╭──

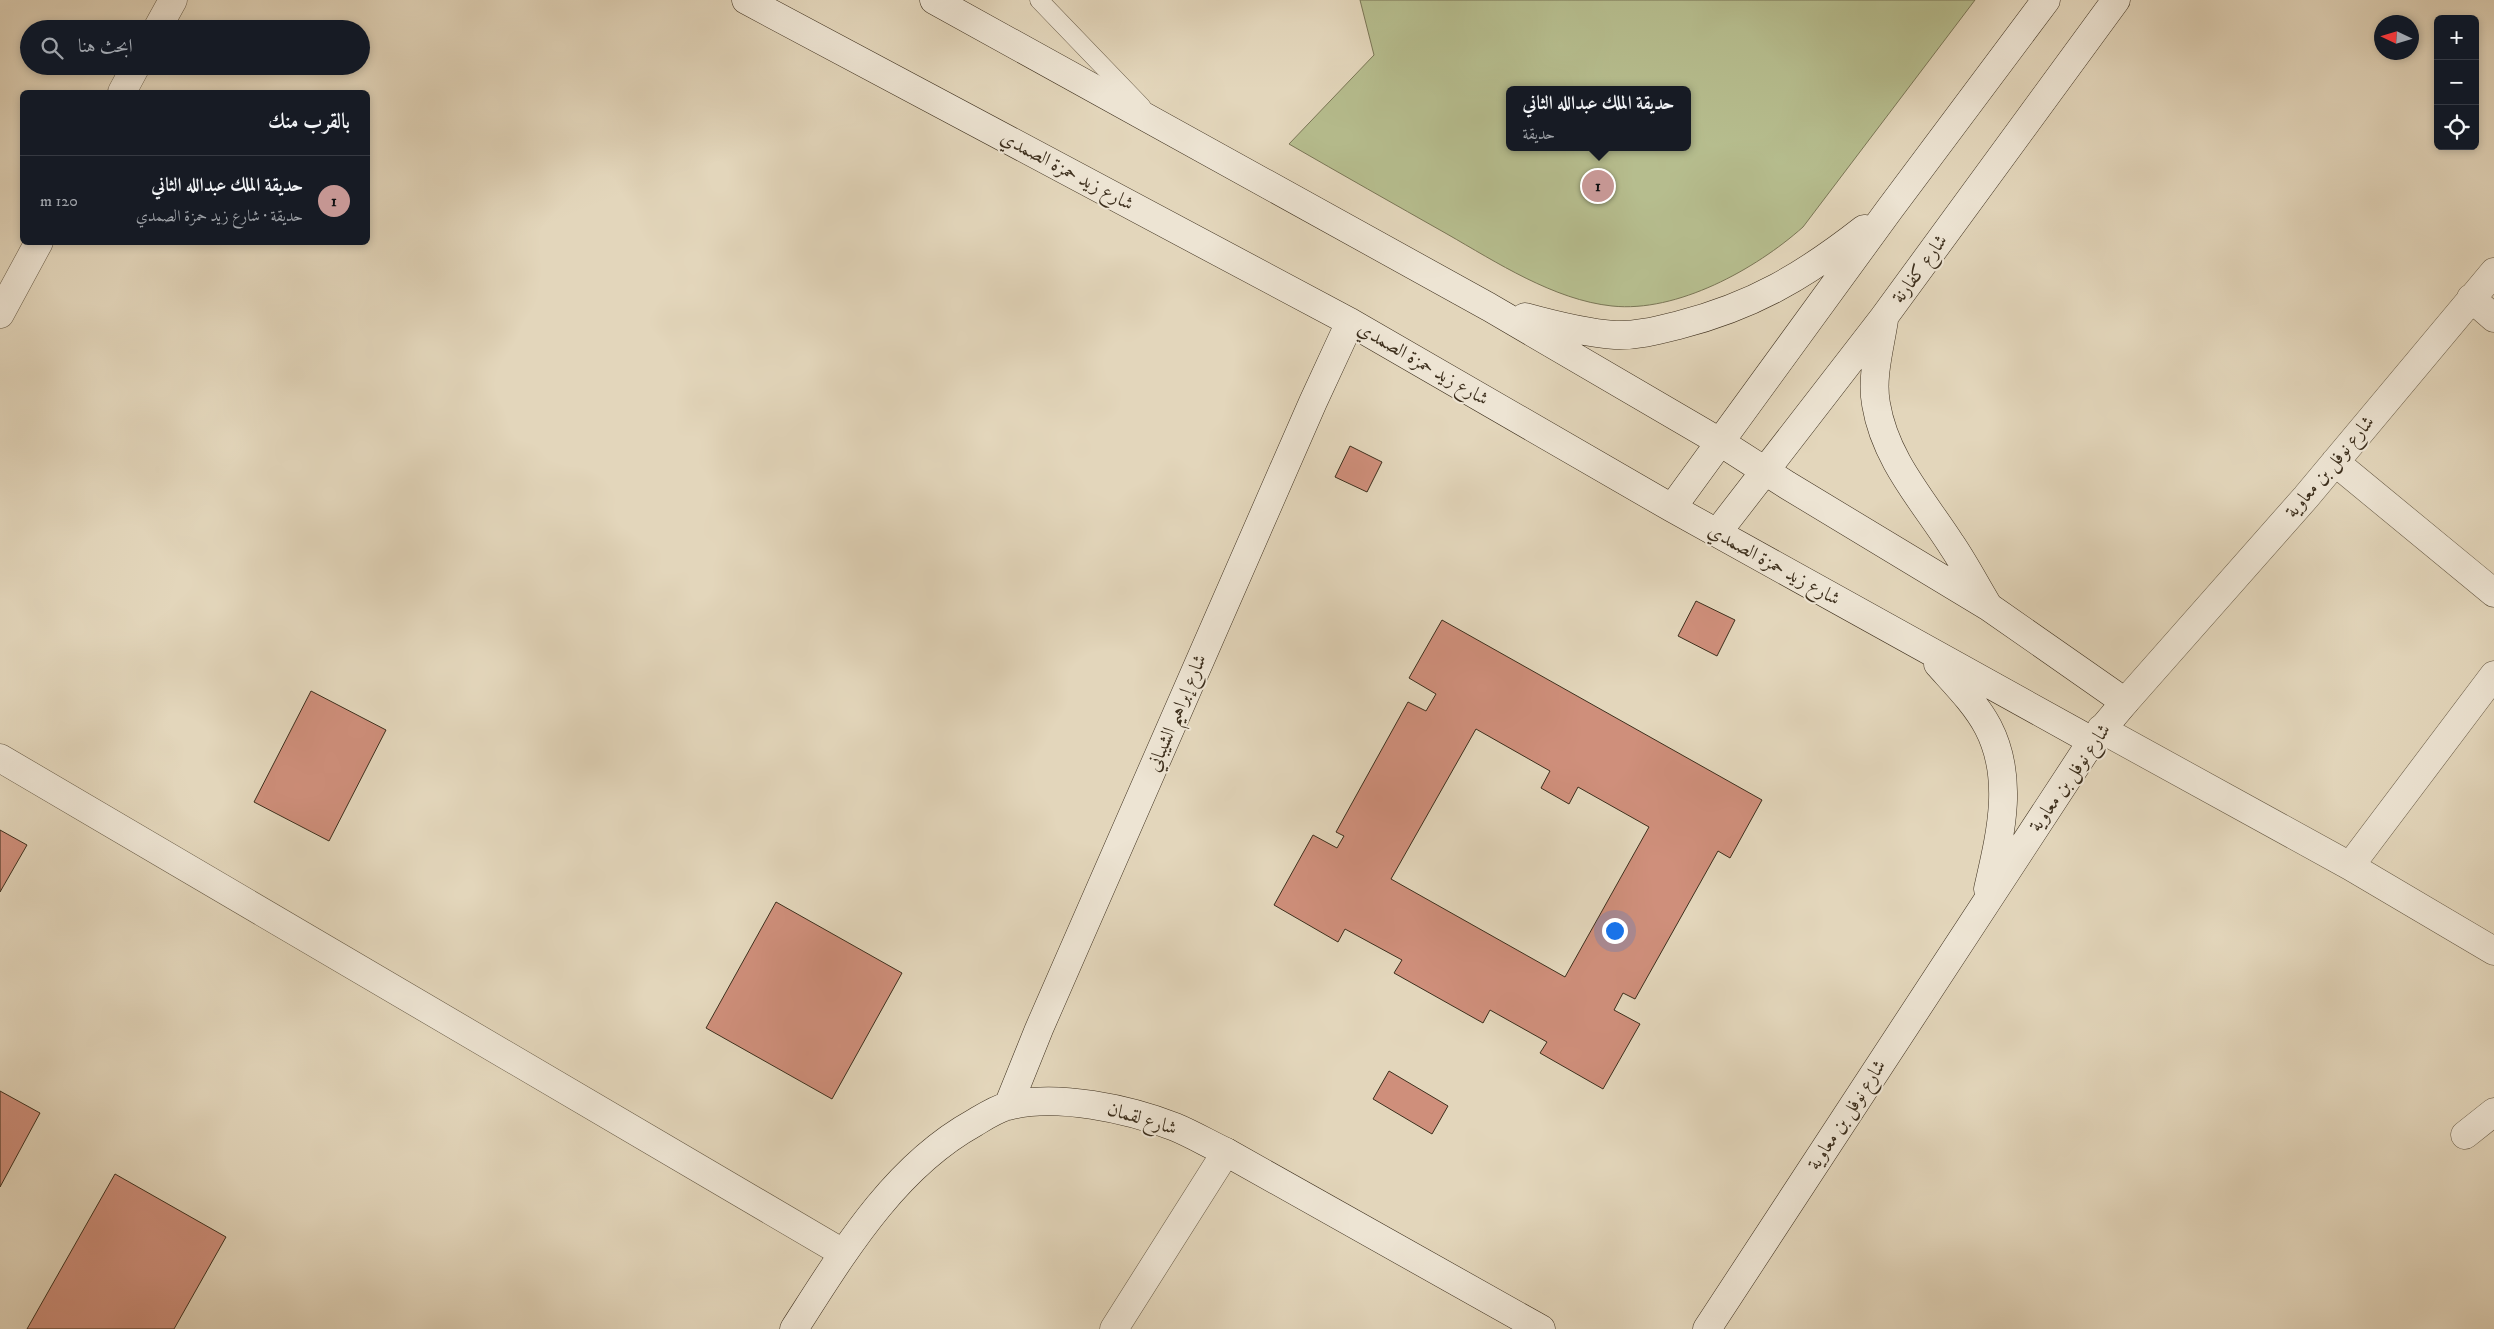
<!DOCTYPE html>
<html lang="ar">
<meta charset="utf-8">
<style>
body{margin:0;font-family:"IM FELL DW Pica",Amiri,serif;background:#242831;color:#f1f3f6;direction:rtl}
.controls{position:absolute;right:15px;top:15px;display:grid;overflow:hidden;border-radius:8px;box-shadow:0 2px 8px #0003}
.controls button{width:45px;height:45px;display:grid;place-items:center;padding:0;border:0;border-bottom:1px solid #363941;background:#171b24;color:#f1f3f6;font:25px sans-serif}
.compass{position:absolute;left:2374px;top:15px;width:45px;height:45px;border-radius:50%;background:#171b24;box-shadow:0 2px 8px #0003;rotate:274deg}
.you{position:absolute;left:1614px;top:930px;width:18px;height:18px;margin:-12px;border:4px solid #fff;border-radius:50%;background:#1a73e8;box-shadow:0 0 0 8px #1a73e833}
.badge{display:grid;place-items:center;width:32px;height:32px;border-radius:50%;background:#c59692;color:#111;font-size:16px;font-weight:700}
.pin{position:absolute;translate:-50% -50%;border:2px solid #fff;box-shadow:0 1px 5px #0006}
.popup{position:absolute;left:1506px;top:86px;width:185px;height:65px;box-sizing:border-box;display:grid;place-content:center;border-radius:8px;background:#171b24;filter:drop-shadow(0 1px 4px #0005);font-size:16px;white-space:nowrap;color:#9ea1a6}
.popup b{font-size:19px;color:#f1f3f6}
.popup::after{content:'';position:absolute;left:50%;top:100%;margin-left:-10px;border:10px solid transparent;border-top-color:#171b24}
.list{margin:0;padding:0;list-style:none}
h2{display:flex;justify-content:space-between;align-items:center;height:65px;margin:0;padding:0 20px;font-size:21px}
h2 small{font-size:16px;font-weight:400;color:#9ea1a6}
.list li{display:grid;grid-template-columns:32px 1fr auto;gap:15px;align-items:center;box-sizing:border-box;height:90px;padding:0 20px;border-top:1px solid #363941}
.list b{display:block;font-size:19px;white-space:nowrap}
.list p{margin:0;font-size:16px;white-space:nowrap;color:#9ea1a6}
.list em{font-size:16px;font-style:normal;color:#9ea1a6}
.icon{flex:none;width:28px;height:28px;fill:none;stroke:currentColor;stroke-width:2;stroke-linecap:round;stroke-linejoin:round}
.map{position:relative;flex:none;width:2494px;height:1329px;overflow:hidden;direction:ltr}
.search{position:absolute;background:#171b24;box-shadow:0 2px 8px #0003;left:20px;top:20px;width:350px;height:55px;display:flex;align-items:center;gap:12px;box-sizing:border-box;padding:0 18px;border-radius:28px;color:#9ea1a6;font-size:19px}
.panel{position:absolute;background:#171b24;box-shadow:0 2px 8px #0003;left:20px;top:90px;width:350px;height:155px;border-radius:8px;direction:rtl}
.map>svg:first-child{display:block}
.green{fill:#b6bd8e;stroke:#7a7656;fill-rule:evenodd}
.building{fill:#cf8f7b;stroke:#3d2f1d;fill-rule:evenodd}
.lines{fill:none;stroke-linecap:round;stroke-linejoin:round}
.lane-casing{stroke:#665944;stroke-width:19}
.street-casing{stroke:#665944;stroke-width:29}
.secondary-casing{stroke:#3d2f1d;stroke-width:29}
.lane{stroke:#ede4d3;stroke-width:18}
.street{stroke:#ede4d3;stroke-width:28}
.secondary{stroke:#ede4d3;stroke-width:28}
.labels{text-anchor:middle;dominant-baseline:central;stroke-width:4;stroke-linejoin:round;paint-order:stroke}
.street-label{font-size:19px;fill:#3d2f1d;stroke:#ede4d3}
</style>
<div class="map">
<svg width="2494" height="1329" viewBox="0 0 2494 1329">
<rect width="100%" height="100%" fill="#e3d6bb"/>
<filter id="stains"><feTurbulence type="fractalNoise" baseFrequency=".004" numOctaves="4"/><feColorMatrix values="0 0 0 0 .2 0 0 0 0 .09 0 0 0 0 .02 0 0 0 .5 -.17"/></filter>
<radialGradient id="worn" r=".72"><stop offset=".6" stop-color="#630" stop-opacity="0"/><stop offset="1" stop-color="#630" stop-opacity=".3"/></radialGradient>
<path class="green" d="M1360 0H1975L1803 227C1756 269 1677 313 1612 306 1554 300 1496 262 1447 234 1394 204 1341 174 1289 144L1374 55ZM1509 90H1687V147H1509Z"/>
<path class="building" d="M1350 446 1382 462 1367 492 1335 477Z
M1696 601 1735 620 1717 656 1678 636Z
M1442 620 1762 800 1730 858 1718 851 1635 999 1623 993 1614 1010 1640 1024 1603 1089 1540 1053 1547 1042 1490 1010 1483 1023 1394 973 1402 960 1345 929 1338 942 1274 905 1313 835 1337 848 1344 836 1336 832 1408 702 1426 711 1436 694 1409 678ZM1476 729 1550 771 1541 788 1569 804 1578 787 1649 827 1565 977 1391 879Z
M311 691 386 730 329 841 254 802Z
M0 830 27 845 0 892Z
M776 902 902 973 832 1099 706 1028Z
M1389 1071 1448 1106 1432 1134 1373 1099Z
M0 1091 40 1113 0 1187Z
M115 1174 226 1237 174 1329H27Z"/>
<g class="lines">
<g class="lane-casing">
<path id="lane" d="M1039 0 1142 107"/>
</g>
<g class="street-casing">
<path id="street" d="M157 29 173 0
M122 92 136 66
M2471 298 2494 318
M0 314 39 242
M2335 462 2494 593
M2125 702 2306 497 2494 272
M2101 729 2350 866 2494 951
M0 758 843 1253
M2350 866 2494 675
M2465 1135 2494 1112
M1114 1329 1226 1152"/>
</g>
<g class="secondary-casing">
<path id="secondary" d="M746 0 1350 322 1672 508 2092 741
M934 0 1489 307 1720 442 1787 485 1989 607 2125 702 2092 741 1707 1329
M1525 317C1554 325 1585 333 1615 335 1637 336 1659 330 1679 325 1753 306 1804 276 1864 229
M1884 320C1880 347 1871 377 1876 404 1885 459 1922 499 1951 544 1964 563 1975 584 1987 604
M1672 508 1889 210 2046 0
M1717 533 1884 317 2116 0
M1938 664C1955 683 1976 704 1988 727 2015 779 2000 836 1988 889
M1008 1106 1039 1029 1313 402 1350 322
M794 1329C843 1253 893 1168 974 1123 984 1117 996 1109 1008 1106 1056 1093 1129 1109 1175 1127 1192 1134 1209 1144 1226 1152L1541 1329"/>
</g>
<use href="#lane" class="lane"/>
<use href="#street" class="street"/>
<use href="#secondary" class="secondary"/>
</g>
<g class="labels">
<g class="street-label">
<text transform="translate(1067 171) rotate(28)">شارع زيد حمزة الصمدي</text>
<text transform="translate(1920 269) rotate(-54)">شارع كفارنة</text>
<text transform="translate(1423 364) rotate(30)">شارع زيد حمزة الصمدي</text>
<text transform="translate(2330 467) rotate(-50)">شارع نوفل بن معاوية</text>
<text transform="translate(1774 565) rotate(29)">شارع زيد حمزة الصمدي</text>
<text transform="translate(1177 713) rotate(-67)">شارع إبراهيم الشيباني</text>
<text transform="translate(2070 778) rotate(-55)">شارع نوفل بن معاوية</text>
<text transform="translate(1847 1115) rotate(-57)">شارع نوفل بن معاوية</text>
<text transform="translate(1142 1119) rotate(17)">شارع لقمان</text>
</g>
</g>
<rect width="100%" height="100%" filter="url(#stains)"/>
<rect width="100%" height="100%" fill="url(#worn)"/>
</svg>
<div class="controls">
<button>+</button>
<button>−</button>
<button><svg class="icon" aria-label="locate" viewBox="0 0 24 24"><circle cx="12" cy="12" r="6"/><path d="M12 2v4M12 18v4M2 12h4M18 12h4"/></svg></button>
</div>
<svg class="compass" viewBox="-18 -18 36 36"><path d="M0-13l5 13h-10z" fill="#e53935"/><path d="M0 13l5-13h-10z" fill="#9ea1a6"/></svg>
<div class="you"></div>
<div class="pin badge" style="left:1598px;top:186px">1</div>
<div class="popup"><b>حديقة الملك عبدالله الثاني</b>حديقة</div>
<div class="search"><svg class="icon" aria-label="search" viewBox="0 0 24 24"><circle cx="10" cy="10" r="6"/><path d="M15 15l6 6"/></svg>ابحث هنا</div>
<section class="panel">
<h2>بالقرب منك<small></small></h2>
<ul class="list">
<li><span class="badge">1</span><div><b>حديقة الملك عبدالله الثاني</b><p>حديقة · شارع زيد حمزة الصمدي</p></div><em>120 m</em></li>
</ul>
</section>
</div>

╰──

### HOW TO COMPLETE THIS TASK
Would you print exactly and only the lines of the material above that run from the line with "M311 691 386 730 329 841 254 802Z" through the line with "M2465 1135 2494 1112", both included?

### WRITTEN SOLUTION
M311 691 386 730 329 841 254 802Z
M0 830 27 845 0 892Z
M776 902 902 973 832 1099 706 1028Z
M1389 1071 1448 1106 1432 1134 1373 1099Z
M0 1091 40 1113 0 1187Z
M115 1174 226 1237 174 1329H27Z"/>
<g class="lines">
<g class="lane-casing">
<path id="lane" d="M1039 0 1142 107"/>
</g>
<g class="street-casing">
<path id="street" d="M157 29 173 0
M122 92 136 66
M2471 298 2494 318
M0 314 39 242
M2335 462 2494 593
M2125 702 2306 497 2494 272
M2101 729 2350 866 2494 951
M0 758 843 1253
M2350 866 2494 675
M2465 1135 2494 1112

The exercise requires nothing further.